Dass die Gäste sofort fasziniert waren, wie intuitiv die Oberfläche funktionierte, kommt jetzt – vor dem Hintergrund der bekannten IT-Innovationen vergangener Jahrzehnte – sicher nicht überraschend. Und nicht nur Steve Jobs nahm „Anregungen“ mit, auch Bill Gates beobachtete die Kreativität der IT-Pionierin aus Cleveland mit kommerziellem Interesse.

„Beide waren sich bewusst, dass sie das Konzept der grafischen Benutzeroberfläche bei Xerox quasi ‚gestohlen‘ hatten.“

Das wiederum soll Walter Isaacson in seiner Biografie über Steve Jobs geäußert haben. Interessant ist auch, was Goldbergs damaliger Chef dazu sagt: Larry Tesler erinnert sich in dieser Talkrunde an den Besuch von Steve Jobs.
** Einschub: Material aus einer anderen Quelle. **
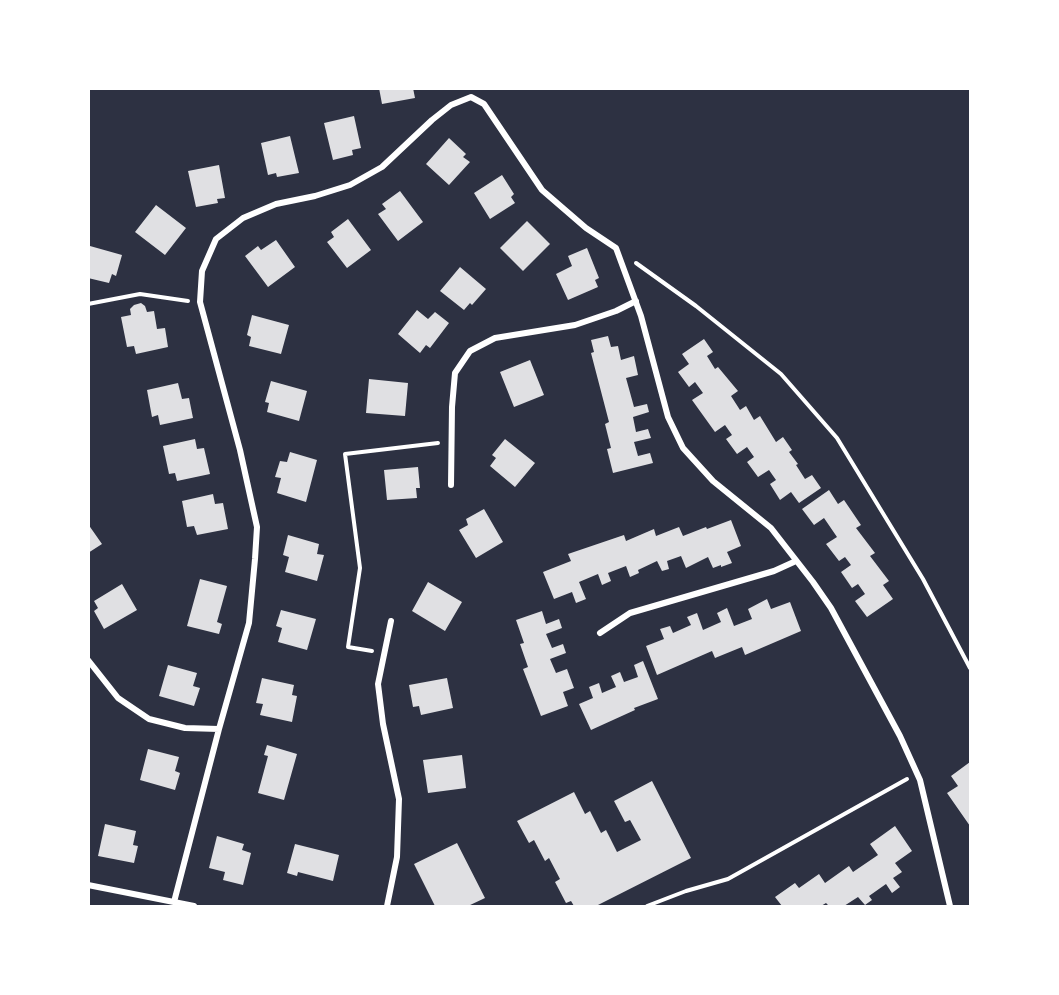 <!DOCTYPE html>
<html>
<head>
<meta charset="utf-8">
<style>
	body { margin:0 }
	#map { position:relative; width:1059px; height:995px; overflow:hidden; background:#2d3142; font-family:Lora,serif }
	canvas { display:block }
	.frame { position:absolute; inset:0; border:90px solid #fff; pointer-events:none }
</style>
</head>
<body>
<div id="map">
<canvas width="1059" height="995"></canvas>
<div class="frame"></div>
</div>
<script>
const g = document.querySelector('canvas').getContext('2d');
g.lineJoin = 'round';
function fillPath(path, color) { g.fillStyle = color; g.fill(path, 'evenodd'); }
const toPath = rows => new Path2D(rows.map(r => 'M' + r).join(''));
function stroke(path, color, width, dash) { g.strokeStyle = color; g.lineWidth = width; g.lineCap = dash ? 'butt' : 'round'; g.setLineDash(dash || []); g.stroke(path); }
const building = toPath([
	[379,88,413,88,415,98,382,104],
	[354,116,361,148,352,150,353,155,333,160,324,123],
	[290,136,299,173,277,177,276,173,268,175,261,143],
	[449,138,466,154,463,157,470,162,449,185,426,164],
	[219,165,225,198,217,199,218,203,196,207,188,171],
	[502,175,514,194,511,197,515,203,490,219,474,193],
	[400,191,423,222,398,241,378,214,386,209,382,204],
	[156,205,186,228,165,255,135,232],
	[348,219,371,250,347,268,327,242,334,237,331,232],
	[527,221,550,244,523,271,500,248],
	[276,240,295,267,268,287,245,256,258,246,261,250],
	[90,246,122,255,116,276,112,274,109,283,88,278],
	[587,248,599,278,595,280,598,287,568,300,556,274,572,266,568,256],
	[460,267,486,289,472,305,470,303,464,310,440,291],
	[141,303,145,306,147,312,154,311,157,329,165,328,168,347,136,354,134,346,127,347,121,317,131,315,130,309,134,305],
	[417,310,428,319,435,312,449,323,430,348,426,345,420,353,398,334],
	[252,315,289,325,281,354,249,346,251,337,247,335],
	[608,336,611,347,618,346,621,360,634,356,638,375,626,378,634,407,647,404,649,412,633,417,636,432,648,429,651,438,634,442,638,456,650,453,653,463,613,473,607,449,611,448,605,424,609,422,591,353,594,352,591,340],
	[704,339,713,352,707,356,715,369,718,367,738,391,731,396,740,410,746,406,754,420,760,416,776,442,783,437,792,450,789,452,798,464,796,465,805,479,812,475,821,488,799,503,791,492,780,500,770,484,776,480,769,470,758,477,747,462,754,457,747,447,737,454,726,439,732,435,725,425,715,432,692,400,703,393,695,382,689,387,678,372,689,364,682,354],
	[530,360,544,395,514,407,500,372],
	[369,379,408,383,405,416,366,413],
	[271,381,307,391,299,421,267,412,269,403,265,402],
	[178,383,182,399,189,398,193,418,160,425,158,415,152,417,147,390],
	[195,439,197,449,204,448,210,474,177,481,175,473,169,474,163,446],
	[505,439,535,463,515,487,490,466,496,458,492,455],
	[290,452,317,460,306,502,277,493,281,478,275,477,280,461,287,462],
	[418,467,420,488,416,488,417,498,387,500,384,470],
	[829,490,838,504,844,500,861,525,856,528,875,553,870,556,889,581,883,585,893,599,867,617,855,601,865,594,858,584,852,588,841,572,851,565,845,557,839,561,826,544,837,537,824,518,814,525,802,509],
	[213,494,215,504,223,503,228,529,197,535,194,526,187,527,182,501],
	[484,509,503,542,476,558,459,530,468,525,466,519],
	[731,520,741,546,727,552,732,563,721,567,721,565,713,568,708,557,686,568,681,556,667,561,669,569,662,571,657,561,638,570,639,573,630,577,626,566,608,573,611,581,602,585,598,574,579,582,586,599,576,603,572,592,554,599,543,572,571,561,568,554,624,535,626,541,654,529,656,536,679,527,683,536,706,527,707,529],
	[88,524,102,544,88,553],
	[288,535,319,544,317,554,324,555,317,581,285,572,289,557,283,555],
	[200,579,227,586,217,622,222,624,219,634,187,626],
	[428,582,462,602,445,631,412,611],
	[122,584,137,610,104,629,94,611,98,608,94,601],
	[767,599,771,609,790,602,801,631,745,655,742,647,715,658,712,651,657,675,646,646,664,639,660,629,670,626,673,633,691,625,687,617,697,613,703,630,721,622,717,613,727,608,734,626,752,619,748,609],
	[281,610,316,619,307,650,278,642,282,628,276,626],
	[542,611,546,624,559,619,562,628,546,634,552,648,563,644,566,653,550,659,556,673,567,669,574,688,563,692,568,706,541,716,523,669,528,667,520,644,524,643,516,620],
	[643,661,658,699,634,708,635,710,591,730,579,704,593,698,589,687,599,683,602,693,616,687,611,676,620,672,624,682,638,677,634,665],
	[168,665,197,673,193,686,200,688,194,706,159,696],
	[262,678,294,685,292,695,297,696,292,722,260,715,263,704,256,703],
	[447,678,453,708,421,715,419,706,413,707,409,685],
	[267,745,297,754,284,800,258,793,268,756,264,755],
	[148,749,179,757,175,771,180,773,175,790,140,780],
	[462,755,466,788,428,793,423,760],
	[970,762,970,826,947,793,958,786,951,776],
	[652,781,691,858,596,906,574,906,571,901,566,903,555,882,560,879,549,858,545,861,534,840,529,843,517,821,574,792,585,814,590,811,601,833,606,830,617,852,641,840,630,820,625,822,614,801],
	[105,824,136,831,133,845,138,846,134,863,98,856],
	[895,826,912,851,895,863,902,872,893,878,900,887,892,893,886,884,869,896,872,900,865,905,858,897,844,906,829,906,826,903,821,906,782,906,775,897,795,883,799,888,819,874,825,883,849,866,853,872,878,855,870,844],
	[217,836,244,844,242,850,251,853,243,885,223,880,225,872,209,868],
	[457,843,485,898,468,906,435,906,414,864],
	[295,844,339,855,333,881,298,872,297,876,287,873]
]);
const path = toPath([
	[636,263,696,306,781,374,837,438,923,579,970,668],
	[88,304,140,294,188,301],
	[372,651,348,647,360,568,345,454,438,443],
	[647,906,686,891,728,879,907,779]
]);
const minor = toPath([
	[451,485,452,407,455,373,470,351,495,338,575,325,616,311,636,301],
	[600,633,630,613,774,571,796,561],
	[88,660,118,698,149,719,185,728,219,729],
	[88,885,194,906],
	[174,902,219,729,249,623,255,559,257,527,240,450,200,302,202,271,216,239,243,218,276,204,315,196,350,185,382,167,432,120,451,105,471,97,484,104,542,190,586,228,616,248,641,316,668,417,683,448,713,481,771,528,813,582,831,608,900,736,920,780,950,906],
	[387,906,397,857,399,799,383,724,378,684,391,621]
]);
fillPath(building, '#e0e0e3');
stroke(path, '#fff', 4);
stroke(minor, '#fff', 6);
</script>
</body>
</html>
Schon dieses Detail zeigt, wie wenig „Computerfrauen“ in der historischen Wahrnehmung Platz gefunden haben. Jobs, Gates, aber auch Pioniere wie Alan Turing oder Konrad Zuse – sie alle gelten als Legenden, und doch sind die Leistungen der IT-Heldinnen ihrer Zeit (oder sogar weit davor) noch viel höher zu bewerten, weil erst durch sie die „bekannteren“ Innovationen möglich wurden.

Dass sich gerade Frauen in der Computergeschichte verdient gemacht haben, wollte deshalb auch eine Ausstellung hervorheben, auf die wir bereits in unserer Reihe „Computerfrauen“ hingewiesen haben: Das Heinz Nixdorf MuseumsForum in Paderborn porträtierte bis zum Sommer diesen Jahres in der Ausstellung „Am Anfang war Ada“ speziell diese Pionierinnen in der Entwicklung der Informationstechnik.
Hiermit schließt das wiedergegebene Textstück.